◆ PROBLEM DESCRIPTION
Return the data exactly, without pictures.

(Records from a data source)
= = =

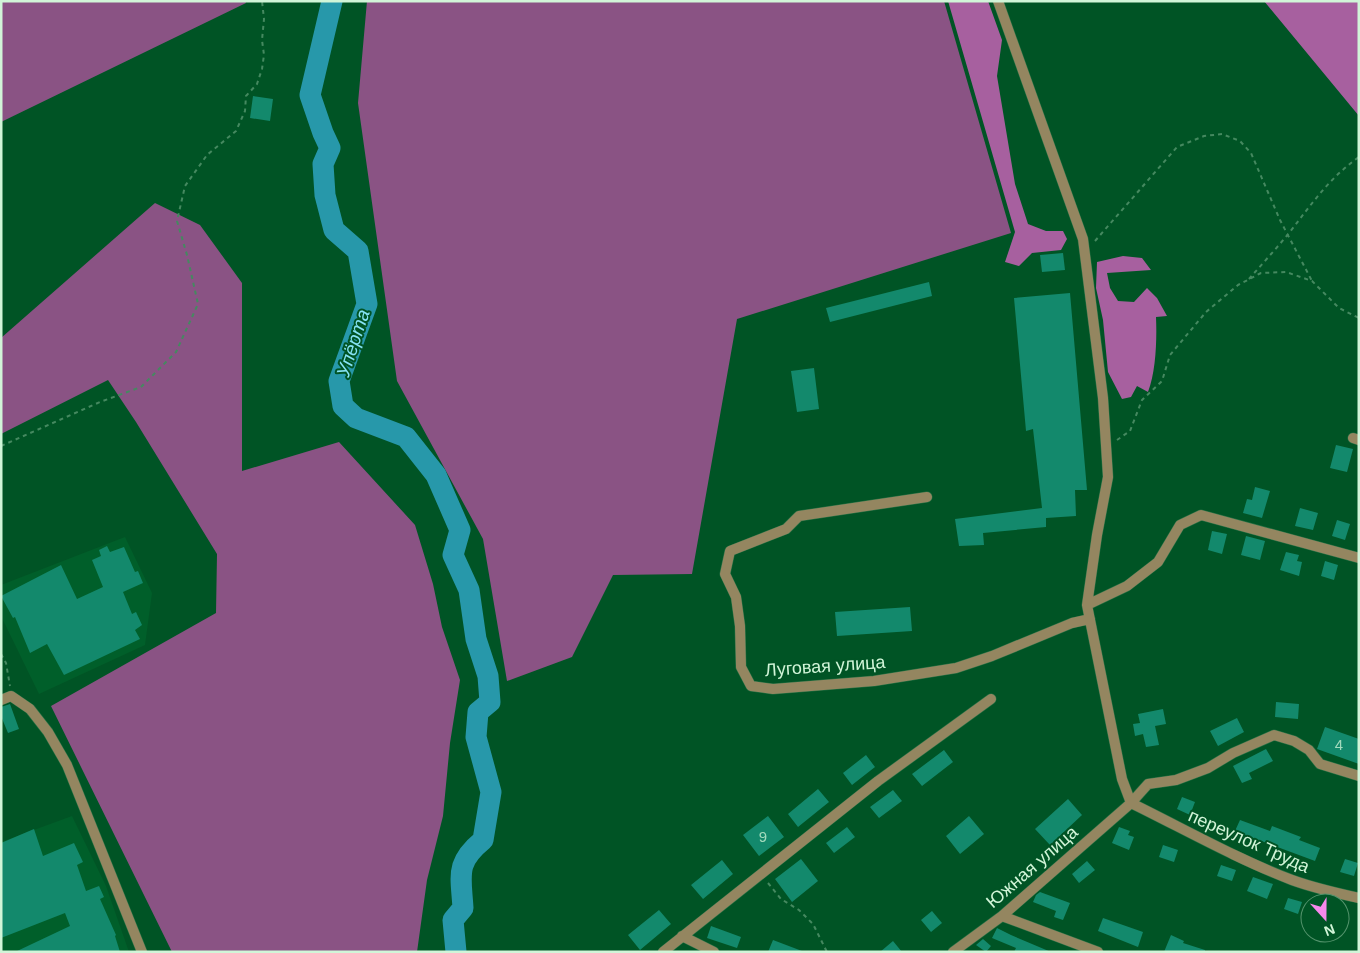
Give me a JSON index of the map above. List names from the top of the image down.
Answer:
{
  "streets": {
    "street": ["Луговая улица", "переулок Труда", "Южная улица"]
  },
  "crossings": [
    ["переулок Труда", "Южная улица"]
  ],
  "water": ["Упёрта"],
  "house_numbers": ["4", "9"],
  "north": "bottom"
}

= = =

◆ RESPONSE AREA
Give me a JSON index of the map above. List names from the top of the image down.
Answer:
{
  "streets": {
    "street": ["Луговая улица", "переулок Труда", "Южная улица"]
  },
  "crossings": [
    ["переулок Труда", "Южная улица"]
  ],
  "water": ["Упёрта"],
  "house_numbers": ["4", "9"],
  "north": "bottom"
}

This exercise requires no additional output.